Vincent Létang, evp of global market research for Magna, noted that traditional media formats will struggle this year, and uncertainties will continue to impact the industry, including the TV writers strike.

“Some of the uncertainties hovering above the media industry and the economy will fade away in the second half, e.g. the debt ceiling negotiation, and the little financial panic around March,” Létang said. “In a nutshell, we don’t need to assume strong economic recovery to predict that ad market growth rates will recover somewhat in the second half – certainly digital formats will.”

But in 2024, there should be some economic stabilization and the return of the U.S. presidential elections, Paris Olympics and Euro Football championship that will “re-accelerate ad spend,” the report noted.

Media formats

While traditional, editorial media companies and branding formats and TV advertising revenues will shrink this year, digital pure-play ad sales and retail media networks are expected to grow.

Digital pure-play advertising sales will increase by 8.5% to reach $577 billion dollars, accounting for 69% of total ad sales. This is driven by organic growth factors, thorough ecommerce, retail media and other media consumption shifts. Search and commerce formats remain the biggest ad formats – reaching $296 billion, up 9.1% from the previous year.

After seeing its worst year in 2022, social media formats will get “reaccelerated” this year as they increase 9.4% to reach $172 billion, per Magna. And Meta and other social media vendors seem to have recovered from its losses due to Apple’s changes to its OS in late 2021.

Retail Media Networkls are expected to reach $121 billion in ad sales this year, up 12% from the previous year – much of it driven by product search and ecommerce sponsorships. In terms of the commerce and retail players, Amazon and Alibaba are the most mature, accounting for 83% of the segment. But traditional retail chains like Walmart and Carrefour are keeping up by providing first-party consumer data to attract the CPG brands.

Industry verticals

Travel and automotive are making a comeback after COVID and supply chain challenges from the past few years. These two industries are growing marketing spending by more than 10% in most markets this year. Meanwhile, the verticals that are struggling in sales and stagnating in spending include tech and telecoms, finance, real estate and restaurants.
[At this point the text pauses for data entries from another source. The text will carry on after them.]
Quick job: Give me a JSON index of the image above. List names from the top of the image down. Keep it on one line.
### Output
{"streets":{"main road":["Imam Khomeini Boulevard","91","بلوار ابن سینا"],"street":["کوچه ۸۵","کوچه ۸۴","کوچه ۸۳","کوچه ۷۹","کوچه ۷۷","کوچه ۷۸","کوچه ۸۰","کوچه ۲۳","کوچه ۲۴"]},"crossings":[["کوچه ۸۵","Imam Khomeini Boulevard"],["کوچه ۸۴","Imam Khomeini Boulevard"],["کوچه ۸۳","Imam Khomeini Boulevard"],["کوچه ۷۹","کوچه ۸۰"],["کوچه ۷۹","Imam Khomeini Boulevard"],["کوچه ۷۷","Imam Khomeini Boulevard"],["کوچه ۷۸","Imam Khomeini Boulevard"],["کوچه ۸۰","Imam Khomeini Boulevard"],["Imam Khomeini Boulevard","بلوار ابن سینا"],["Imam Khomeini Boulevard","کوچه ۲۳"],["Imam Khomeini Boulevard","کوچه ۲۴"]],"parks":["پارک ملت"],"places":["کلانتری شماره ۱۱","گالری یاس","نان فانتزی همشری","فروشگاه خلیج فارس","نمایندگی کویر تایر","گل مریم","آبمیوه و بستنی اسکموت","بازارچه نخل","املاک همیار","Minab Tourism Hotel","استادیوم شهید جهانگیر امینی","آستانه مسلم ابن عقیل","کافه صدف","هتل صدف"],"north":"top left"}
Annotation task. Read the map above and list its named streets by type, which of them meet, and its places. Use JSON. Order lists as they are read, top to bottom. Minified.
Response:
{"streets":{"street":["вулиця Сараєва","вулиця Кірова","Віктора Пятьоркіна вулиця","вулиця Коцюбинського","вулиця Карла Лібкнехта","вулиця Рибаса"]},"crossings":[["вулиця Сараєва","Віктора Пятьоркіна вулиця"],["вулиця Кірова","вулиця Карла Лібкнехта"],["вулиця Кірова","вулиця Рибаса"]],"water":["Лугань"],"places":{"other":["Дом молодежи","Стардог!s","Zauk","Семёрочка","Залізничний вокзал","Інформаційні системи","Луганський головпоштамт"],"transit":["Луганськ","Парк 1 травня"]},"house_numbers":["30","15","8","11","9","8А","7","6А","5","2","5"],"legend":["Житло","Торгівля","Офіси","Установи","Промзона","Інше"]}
In particular, some CPG and Fast-Moving Consumer Goods products are shifting their spending due to inflation challenges. Many brands are increasing their performance spending through search and Retail Media Networkss, while ecommerce sales continue accelerating for food, beverage, personal care and household items.

“CPG brands are … probably growing total ad budgets, but linear media and television budgets are, in many cases, de-prioritized for the time being. But again, CPG brands display a range of strategies across markets, and Food or Drink verticals are actually up in some markets where inflation is slowing down,” the report noted.

Media owners

Magna also found the market has become more competitive than it was one or two years ago. The three largest media owners in 2022 were Google, Meta and Alibaba – together capturing 47% of the global ad spending across all media and all markets.

This is down from 49% in 2021, as Amazon and Apple in the Western markets and Bytedance, TikTok and Pinduoduo in China caught up. The first quarter of 2023 showed that this rebalancing may continue, with slowing growth from the major vendors as the smaller giants gain more in the markets.

“2022 was the first year in a long time when the top three lost share,” Luke Stillman, svp of global market intelligence in marketplace strategy, said in a presentation of the Magna findings.